## GOAL OF THE EXERCISE
For the entries that follow, set down each one exactly and drop any pictures.

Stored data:
____________________
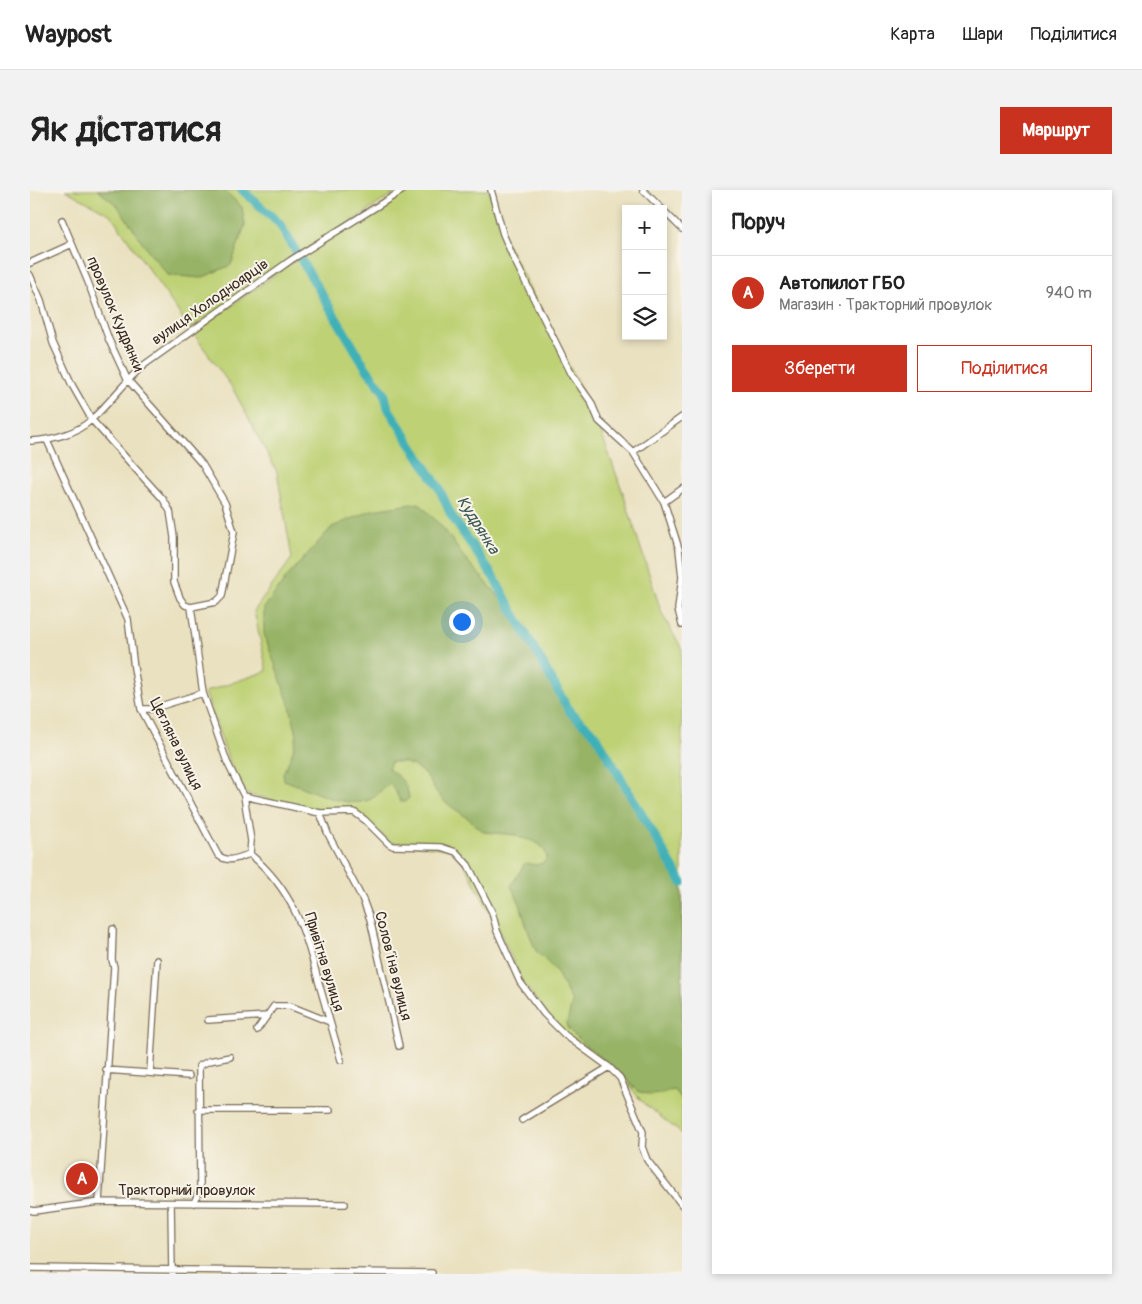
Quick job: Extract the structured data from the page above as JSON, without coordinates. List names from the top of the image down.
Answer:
{
  "streets": {
    "street": [
      "вулиця Холодноярців",
      "провулок Кудрянки",
      "Цегляна вулиця",
      "Привітна вулиця",
      "Соловʼїна вулиця",
      "Тракторний провулок"
    ]
  },
  "crossings": [
    ["вулиця Холодноярців", "провулок Кудрянки"],
    ["вулиця Холодноярців", "Цегляна вулиця"],
    ["Цегляна вулиця", "Привітна вулиця"]
  ],
  "water": ["Кудрянка"],
  "page": {
    "header": "Waypost",
    "nav": ["Карта", "Шари", "Поділитися"],
    "buttons": [
      "Маршрут",
      ["Зберегти", "Поділитися"]
    ],
    "title": "Як дістатися",
    "heading": "Поруч",
    "map_buttons": ["+", "−"],
    "list": [
      {
        "mark": "A",
        "name": "Автопилот ГБО",
        "note": "Магазин · Тракторний провулок",
        "value": "940 m"
      }
    ],
    "pins": "A"
  }
}
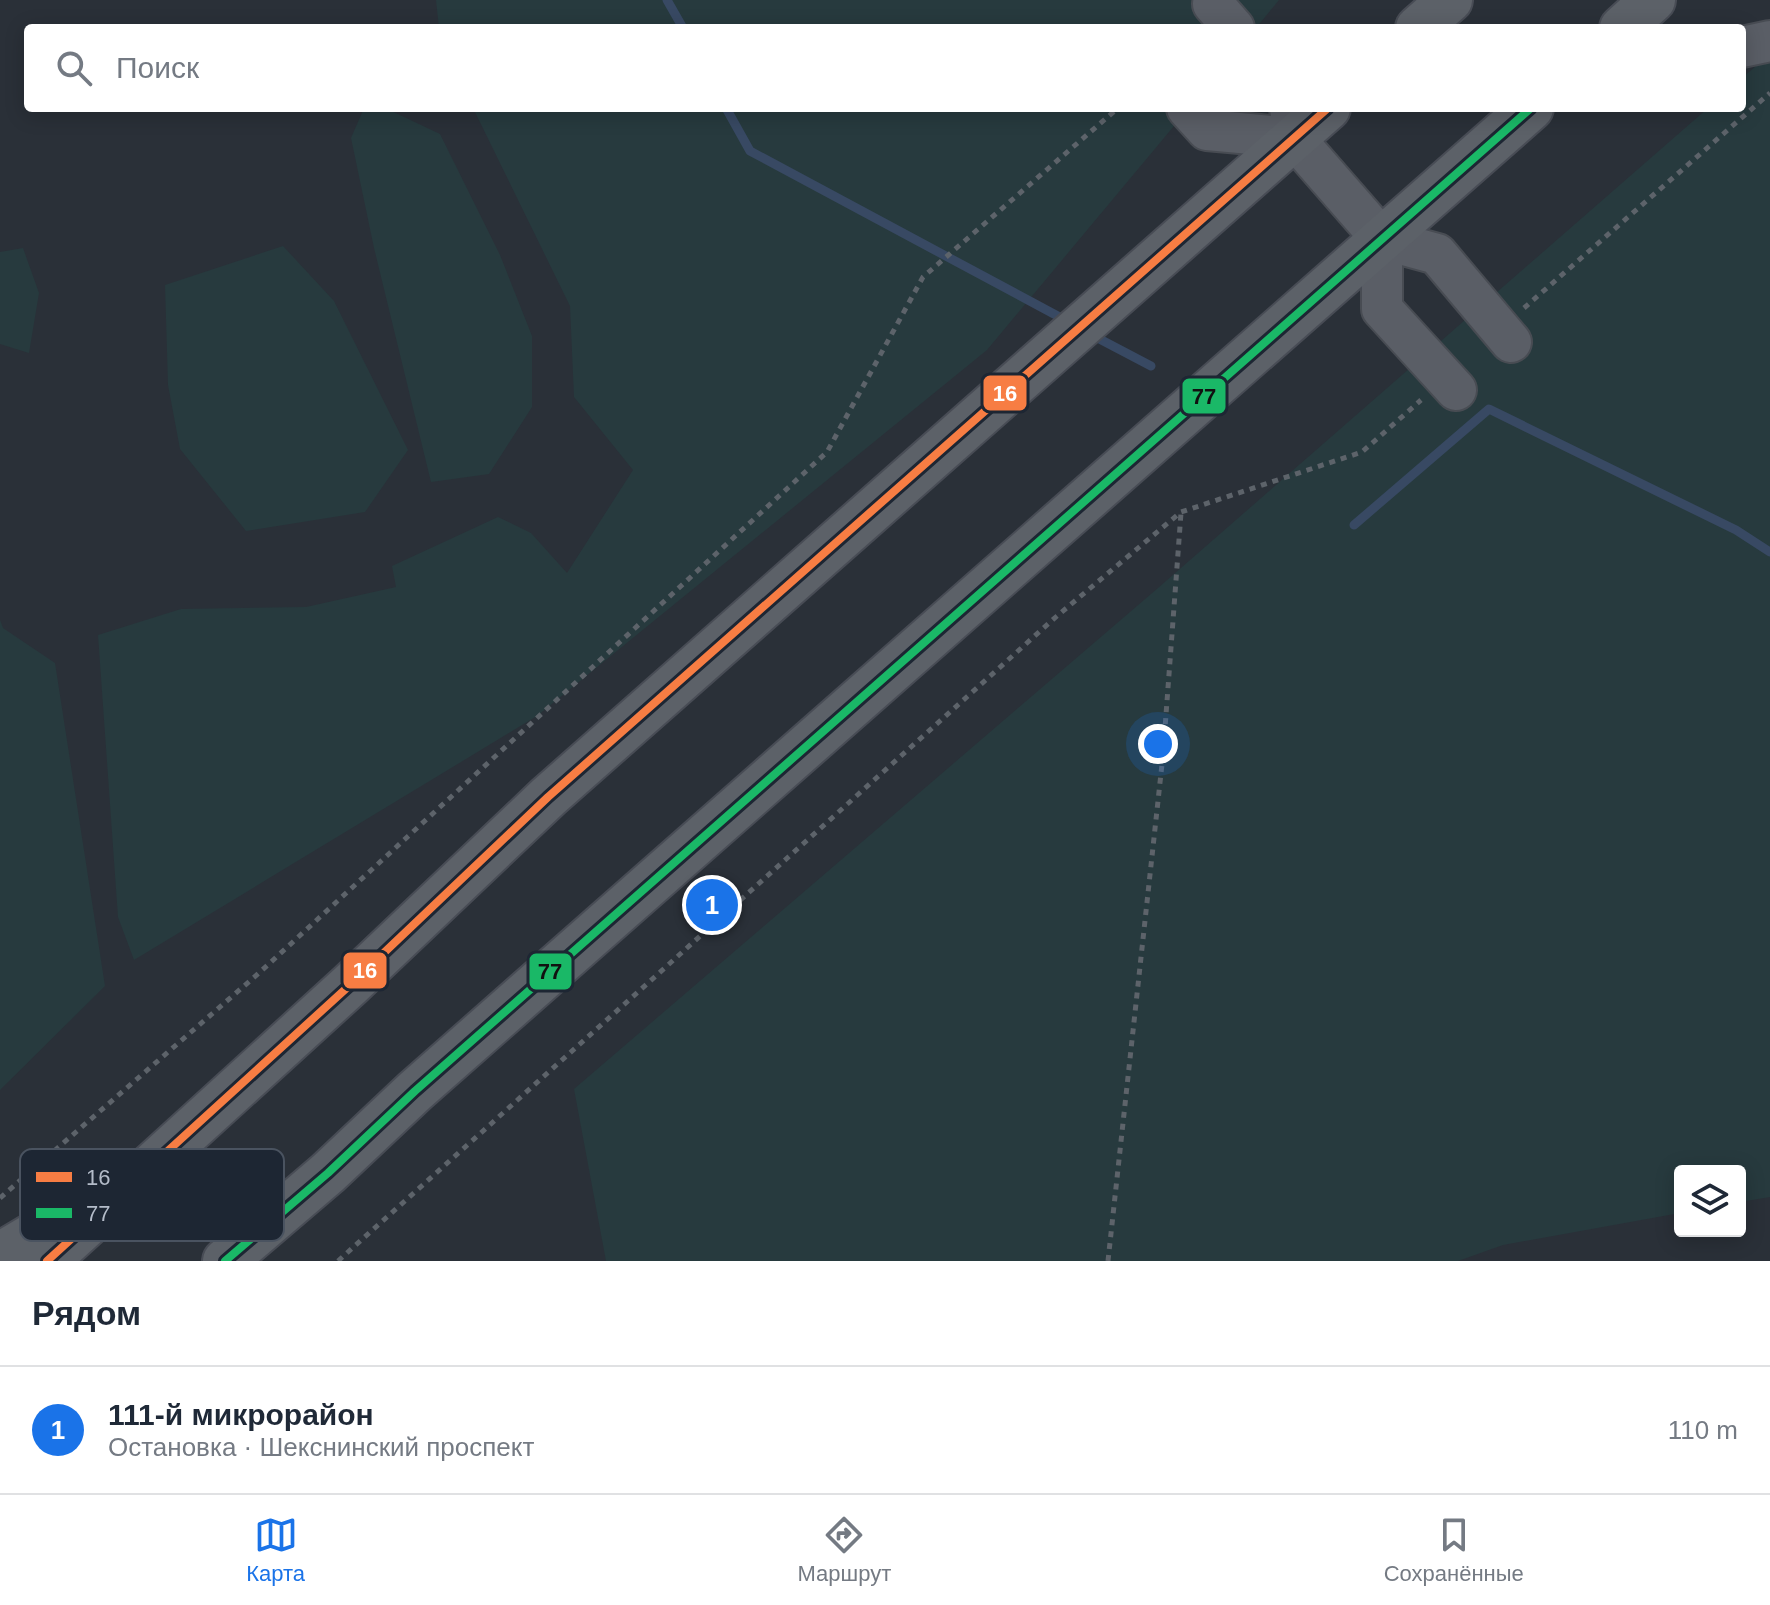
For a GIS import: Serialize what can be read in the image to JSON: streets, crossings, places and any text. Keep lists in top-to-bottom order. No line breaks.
{"lines":["transit line 16","transit line 77"],"legend":["16","77"],"page":{"search":"Поиск","pins":"1","heading":"Рядом","list":[{"mark":"1","name":"111-й микрорайон","note":"Остановка · Шекснинский проспект","value":"110 m"}],"nav":["Карта","Маршрут","Сохранённые"]}}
____________________
## EXERCISE SOLUTION
Quick job: Extract the structured data from the page above as JSON, without coordinates. List names from the top of the image down.
Answer:
{
  "streets": {
    "street": [
      "вулиця Холодноярців",
      "провулок Кудрянки",
      "Цегляна вулиця",
      "Привітна вулиця",
      "Соловʼїна вулиця",
      "Тракторний провулок"
    ]
  },
  "crossings": [
    ["вулиця Холодноярців", "провулок Кудрянки"],
    ["вулиця Холодноярців", "Цегляна вулиця"],
    ["Цегляна вулиця", "Привітна вулиця"]
  ],
  "water": ["Кудрянка"],
  "page": {
    "header": "Waypost",
    "nav": ["Карта", "Шари", "Поділитися"],
    "buttons": [
      "Маршрут",
      ["Зберегти", "Поділитися"]
    ],
    "title": "Як дістатися",
    "heading": "Поруч",
    "map_buttons": ["+", "−"],
    "list": [
      {
        "mark": "A",
        "name": "Автопилот ГБО",
        "note": "Магазин · Тракторний провулок",
        "value": "940 m"
      }
    ],
    "pins": "A"
  }
}
For a GIS import: Serialize what can be read in the image to JSON: streets, crossings, places and any text. Keep lists in top-to-bottom order. No line breaks.
{"lines":["transit line 16","transit line 77"],"legend":["16","77"],"page":{"search":"Поиск","pins":"1","heading":"Рядом","list":[{"mark":"1","name":"111-й микрорайон","note":"Остановка · Шекснинский проспект","value":"110 m"}],"nav":["Карта","Маршрут","Сохранённые"]}}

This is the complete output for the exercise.